Given data Block Start

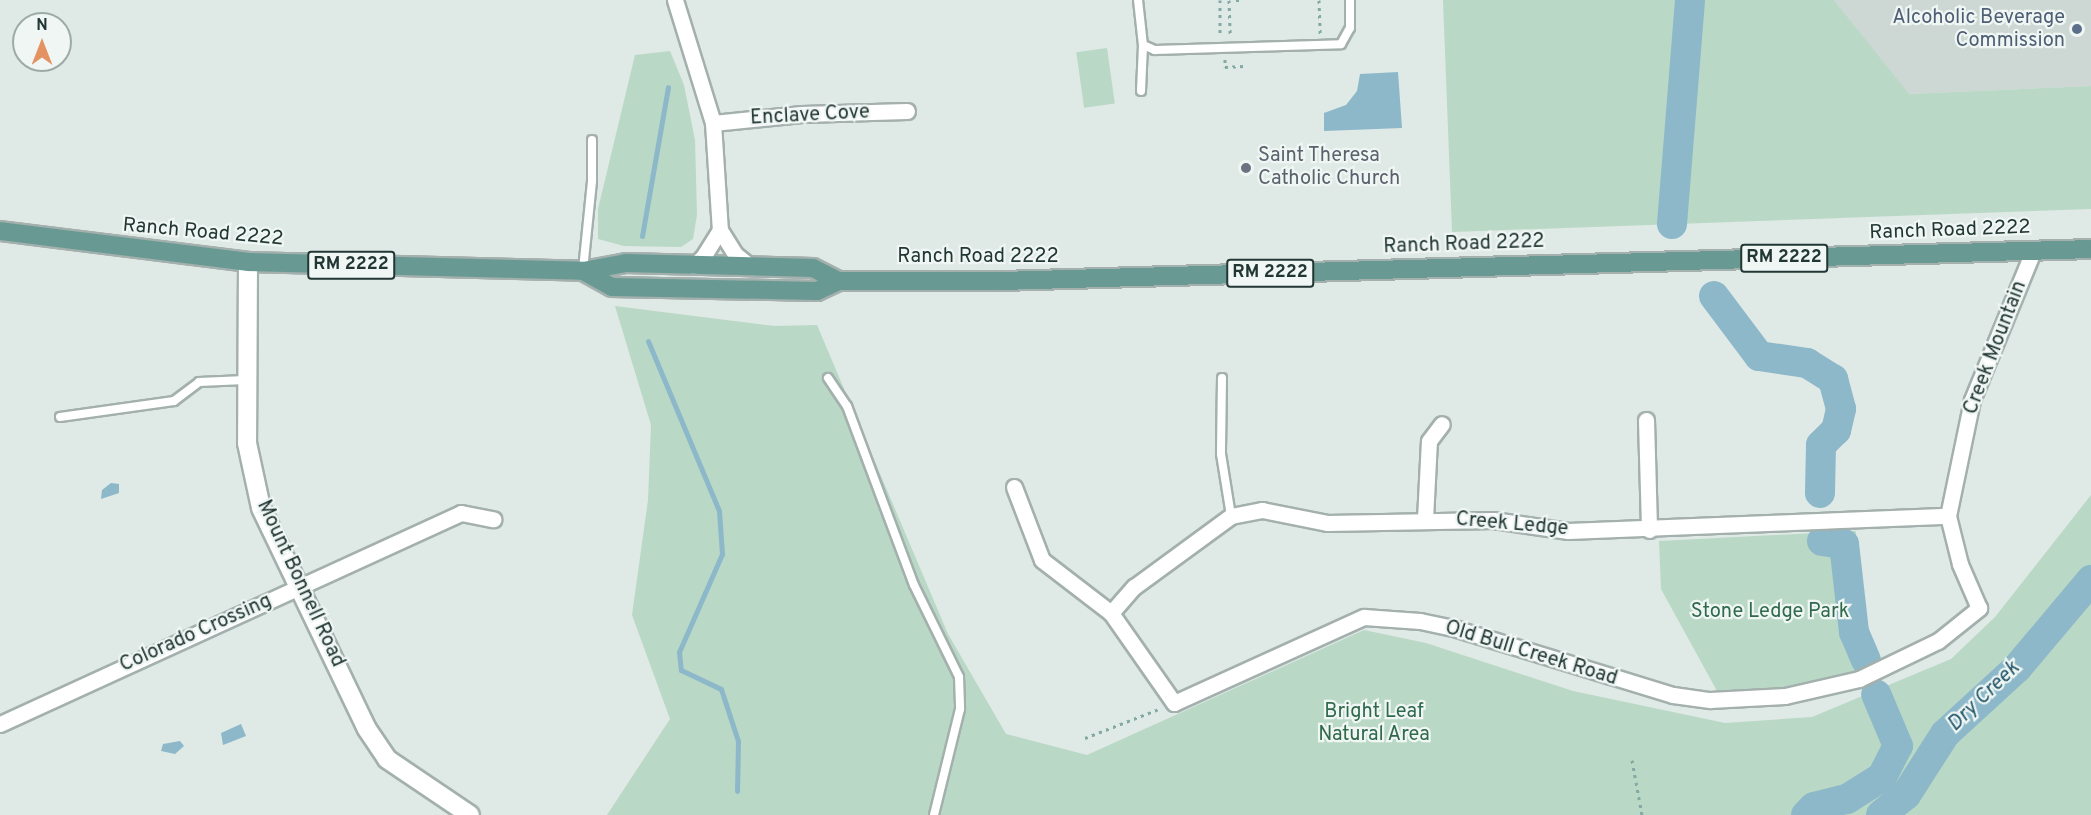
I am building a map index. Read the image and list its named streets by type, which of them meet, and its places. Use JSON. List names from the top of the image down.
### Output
{
  "streets": {
    "main road": ["Ranch Road 2222", "RM 2222"],
    "street": [
      "Enclave Cove",
      "Creek Mountain",
      "Creek Ledge",
      "Mount Bonnell Road",
      "Colorado Crossing",
      "Old Bull Creek Road"
    ]
  },
  "crossings": [
    ["Ranch Road 2222", "Creek Mountain"],
    ["Ranch Road 2222", "Mount Bonnell Road"],
    ["Creek Mountain", "Creek Ledge"],
    ["Creek Mountain", "Old Bull Creek Road"],
    ["Creek Ledge", "Old Bull Creek Road"],
    ["Mount Bonnell Road", "Colorado Crossing"]
  ],
  "water": ["Dry Creek"],
  "parks": ["Stone Ledge Park", "Bright Leaf Natural Area"],
  "places": ["Alcoholic Beverage Commission", "Saint Theresa Catholic Church"],
  "north": "top"
}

Given data Block End

- [Work item] The whole listing above must be returned exactly as written, with no pictures carried over.

- [Solution to this task]
I am building a map index. Read the image and list its named streets by type, which of them meet, and its places. Use JSON. List names from the top of the image down.
### Output
{
  "streets": {
    "main road": ["Ranch Road 2222", "RM 2222"],
    "street": [
      "Enclave Cove",
      "Creek Mountain",
      "Creek Ledge",
      "Mount Bonnell Road",
      "Colorado Crossing",
      "Old Bull Creek Road"
    ]
  },
  "crossings": [
    ["Ranch Road 2222", "Creek Mountain"],
    ["Ranch Road 2222", "Mount Bonnell Road"],
    ["Creek Mountain", "Creek Ledge"],
    ["Creek Mountain", "Old Bull Creek Road"],
    ["Creek Ledge", "Old Bull Creek Road"],
    ["Mount Bonnell Road", "Colorado Crossing"]
  ],
  "water": ["Dry Creek"],
  "parks": ["Stone Ledge Park", "Bright Leaf Natural Area"],
  "places": ["Alcoholic Beverage Commission", "Saint Theresa Catholic Church"],
  "north": "top"
}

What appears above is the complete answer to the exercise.